*DATA TO PROCESS*
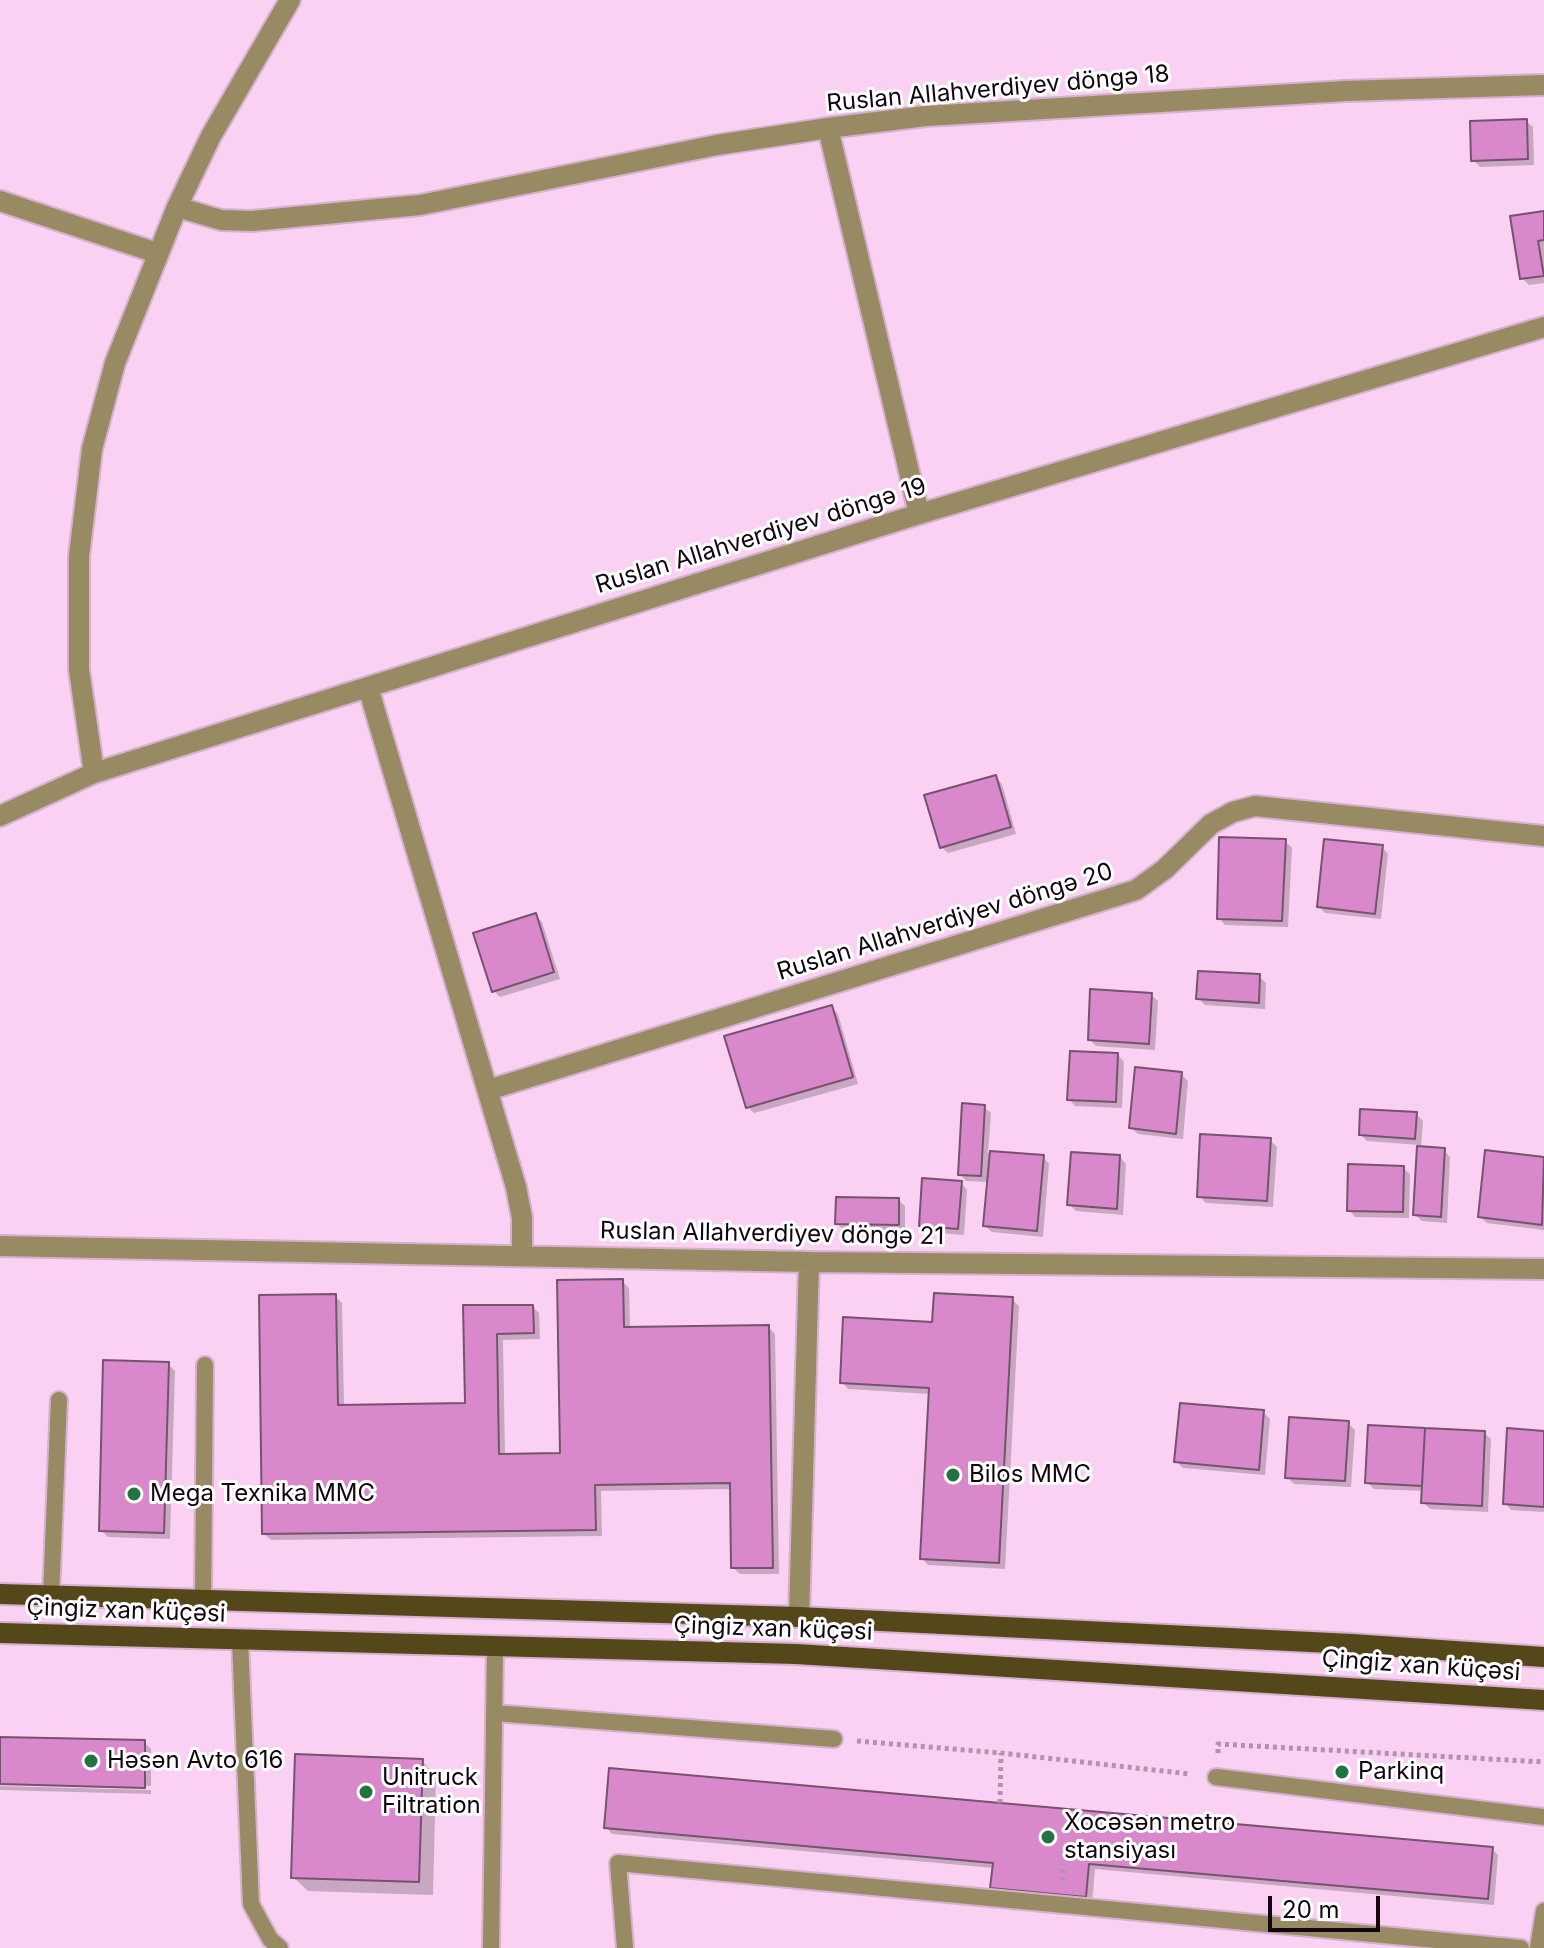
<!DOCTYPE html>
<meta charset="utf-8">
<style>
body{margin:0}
#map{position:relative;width:1544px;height:1948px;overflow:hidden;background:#fad1f2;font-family:Inter,sans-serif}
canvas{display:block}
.scale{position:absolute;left:1268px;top:1896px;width:112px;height:36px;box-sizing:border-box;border:4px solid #130611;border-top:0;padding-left:10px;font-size:24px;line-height:28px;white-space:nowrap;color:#130611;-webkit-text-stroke:6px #fff;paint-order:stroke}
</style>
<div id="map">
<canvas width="1544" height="1948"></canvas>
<div class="scale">20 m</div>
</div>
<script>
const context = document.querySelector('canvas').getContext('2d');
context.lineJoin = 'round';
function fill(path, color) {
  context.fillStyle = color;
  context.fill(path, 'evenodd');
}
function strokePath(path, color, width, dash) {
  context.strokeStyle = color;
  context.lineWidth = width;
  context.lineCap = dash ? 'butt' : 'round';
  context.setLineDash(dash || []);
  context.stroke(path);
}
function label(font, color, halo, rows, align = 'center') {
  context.font = font + ' Inter,sans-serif';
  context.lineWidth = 6;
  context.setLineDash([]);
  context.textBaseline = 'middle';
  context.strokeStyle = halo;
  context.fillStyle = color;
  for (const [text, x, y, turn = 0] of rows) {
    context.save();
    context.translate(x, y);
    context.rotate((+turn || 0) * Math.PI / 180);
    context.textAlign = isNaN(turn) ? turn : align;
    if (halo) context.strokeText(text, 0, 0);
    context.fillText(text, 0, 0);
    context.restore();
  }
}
fill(new Path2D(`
 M1526 121 1533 127 1534 165 1480 167 1473 160Z
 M1544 213V283L1529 285 1522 278Z
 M995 777 1002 784 1016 834 948 853 941 847Z
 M1285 841 1292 848 1288 927 1225 925 1219 918Z
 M1382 847 1388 854 1381 919 1325 913 1319 907Z
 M535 915 542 922 560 979 500 997 494 991Z
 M1259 976 1266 983 1265 1009 1205 1005 1198 998Z
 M1151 995 1158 1001 1155 1050 1096 1046 1090 1040Z
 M831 1007 838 1014 858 1084 754 1113 748 1107Z
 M1118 1055 1124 1062 1122 1108 1075 1106 1069 1099Z
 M1181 1074 1188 1081 1183 1139 1138 1134 1131 1128Z
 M984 1107 991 1113 988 1153 1043 1157 1049 1164 1043 1237 992 1232 985 1226 989 1182 966 1181 960 1174Z
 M1416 1114 1423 1121 1421 1148 1444 1150 1450 1157 1447 1223 1422 1221 1415 1215 1420 1145 1367 1141 1361 1135Z
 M1270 1140 1277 1147 1273 1207 1206 1203 1199 1196Z
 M1487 1152 1544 1159V1230L1487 1223 1480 1217Z
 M1120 1157 1126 1164 1123 1215 1076 1211 1069 1204Z
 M1403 1168 1410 1174 1409 1218 1355 1217 1349 1210Z
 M961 1183 967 1190 964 1235 928 1232 921 1226Z
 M898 1200 905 1206V1231L844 1230 837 1224Z
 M622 1281 629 1288 630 1329 768 1327 775 1334 779 1574H740L733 1568 732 1489 601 1491 602 1536 271 1540 264 1534 335 1296 342 1303 344 1406 467 1405 465 1307 532 1306 539 1313 540 1339 503 1340 505 1456 562 1455Z
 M1012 1299 1019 1306 1005 1569 928 1565 922 1558 930 1394 848 1389 842 1382 934 1325Z
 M168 1364 175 1371 170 1539 108 1537 101 1530Z
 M1263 1412 1270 1419 1265 1475 1183 1468 1176 1461Z
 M1348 1423 1355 1430 1351 1487 1294 1484 1287 1477Z
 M1484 1433 1491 1439 1488 1512 1430 1509 1423 1502 1424 1491 1374 1489 1367 1482Z
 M1544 1433V1512L1511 1510 1505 1503Z
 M0 1739 144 1742 151 1749V1786L0 1782Z
 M422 1761 436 1776 433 1895 308 1891 293 1877Z
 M0 1786 151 1790V1794L0 1790Z
 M606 1827 1492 1849 1498 1855 1494 1905 1095 1869 1092 1903 999 1894 992 1888 994 1868 612 1834Z`), '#0003');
const building = new Path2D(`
 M1527 119 1528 159 1471 161 1470 121Z
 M1544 211V240L1538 241 1544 276 1520 279 1510 216Z
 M996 775 1011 827 940 848 924 795Z
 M1219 837 1286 839 1282 921 1217 919Z
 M1324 839 1383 845 1375 914 1317 907Z
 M536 913 554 972 492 992 473 933Z
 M1198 971 1260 974 1259 1003 1196 999Z
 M1090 989 1152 993 1149 1044 1088 1040Z
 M832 1005 853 1077 746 1108 724 1036Z
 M1070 1051 1118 1053 1116 1102 1067 1100Z
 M1135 1067 1182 1072 1176 1134 1129 1128Z
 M962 1103 985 1105 981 1176 958 1175Z
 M1360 1109 1417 1112 1415 1139 1359 1135Z
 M1200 1134 1271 1138 1267 1201 1197 1197Z
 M1417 1146 1445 1148 1441 1217 1413 1215Z
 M1485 1150 1544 1157 1542 1225 1478 1217Z
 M990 1151 1044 1155 1037 1231 983 1226Z
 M1071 1152 1120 1155 1117 1209 1067 1205Z
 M1348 1164 1404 1166 1403 1212 1347 1211Z
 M922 1178 962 1181 958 1229 919 1226Z
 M836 1197 899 1198V1225L835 1224Z
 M623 1279 624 1327 769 1325 773 1568H731L730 1483 595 1485 596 1530 262 1534 259 1295 336 1294 338 1405 465 1403 463 1305H533L534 1333 497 1334 499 1454 560 1453 557 1280Z
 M934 1293 1013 1297 999 1563 920 1559 929 1388 840 1383 843 1317 932 1322Z
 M103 1360 169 1362 164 1533 99 1531Z
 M1180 1403 1264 1410 1259 1470 1174 1462Z
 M1289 1417 1349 1421 1345 1481 1285 1478Z
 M1368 1425 1425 1428 1422 1486 1365 1483Z
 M1425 1428 1485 1431 1482 1506 1421 1503Z
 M1507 1428 1544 1431V1507L1503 1504Z
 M0 1737 145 1740V1788L0 1784Z
 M295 1754 423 1759 419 1882 291 1878Z
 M609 1768 1493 1847 1488 1899 1089 1864 1086 1897 990 1888 993 1863 604 1828Z`);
fill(building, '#d989cb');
strokePath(building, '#75526e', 2);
const lane = new Path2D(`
 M51 1596 59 1400
 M203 1600 205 1365
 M240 1640 251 1904 270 1939 280 1948
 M494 1713 834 1739
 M1216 1777 1544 1817
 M491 1948 495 1647
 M625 1948 618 1863 1521 1948
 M1538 1948 1544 1911`);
const street = new Path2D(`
 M828 128 919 514
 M0 201 157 253
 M177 207 221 220 252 221 420 205 717 145 828 128 926 116 1345 91 1544 85
 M368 687 516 1187 522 1218V1255
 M94 773 79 670V556L92 449 115 363 177 207 211 136 290 0
 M0 816 94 773 919 514 1544 327
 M488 1090 1136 890 1165 869 1211 824 1233 812 1255 806 1544 836
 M0 1246 809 1262 1544 1269
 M799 1617 809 1262`);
const primary = new Path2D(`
 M0 1594 799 1617 1352 1644 1544 1657
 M0 1633 796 1654 1544 1700`);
strokePath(lane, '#d5b1ce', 20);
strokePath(street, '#d5b1ce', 24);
strokePath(primary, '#d5b1ce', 24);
strokePath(new Path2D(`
 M857 1741 1001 1753 1190 1774
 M1218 1753V1744L1544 1762
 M1000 1803 1001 1753
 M1063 1881V1864`), '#b292ac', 5, [4, 4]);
strokePath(lane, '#988b63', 16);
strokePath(street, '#988b63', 20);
strokePath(primary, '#544719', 20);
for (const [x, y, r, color] of [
 [953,1475,8,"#237242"],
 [134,1494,8,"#237242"],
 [91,1761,8,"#237242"],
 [1342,1772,8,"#237242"],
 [366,1792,8,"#237242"],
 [1048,1837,8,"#237242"]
]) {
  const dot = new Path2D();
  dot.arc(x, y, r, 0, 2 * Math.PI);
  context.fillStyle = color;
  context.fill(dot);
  strokePath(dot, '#fff', 3);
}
label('24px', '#130611', '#fff', [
 ["Ruslan Allahverdiyev döngə 18",998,89,-5],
 ["Ruslan Allahverdiyev döngə 19",761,536,-17],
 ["Ruslan Allahverdiyev döngə 20",945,922,-17],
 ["Ruslan Allahverdiyev döngə 21",772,1234,1],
 ["Çingiz xan küçəsi",126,1611,2],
 ["Çingiz xan küçəsi",773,1629,2],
 ["Çingiz xan küçəsi",1421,1666,4]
]);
label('24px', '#130611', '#fff', [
 ["Bilos MMC",969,1475],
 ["Mega Texnika MMC",150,1494],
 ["Həsən Avto 616",107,1761],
 ["Parkinq",1358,1772],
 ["Unitruck",382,1778],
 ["Filtration",382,1806],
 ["Xocəsən metro",1064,1823],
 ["stansiyası",1064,1851]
], 'left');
</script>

*ACTION ITEM*
Wherever the word "lineWidth" occurs in a line of the listing, copy that line.

*RESPONSE AREA*
  context.lineWidth = width;
  context.lineWidth = 6;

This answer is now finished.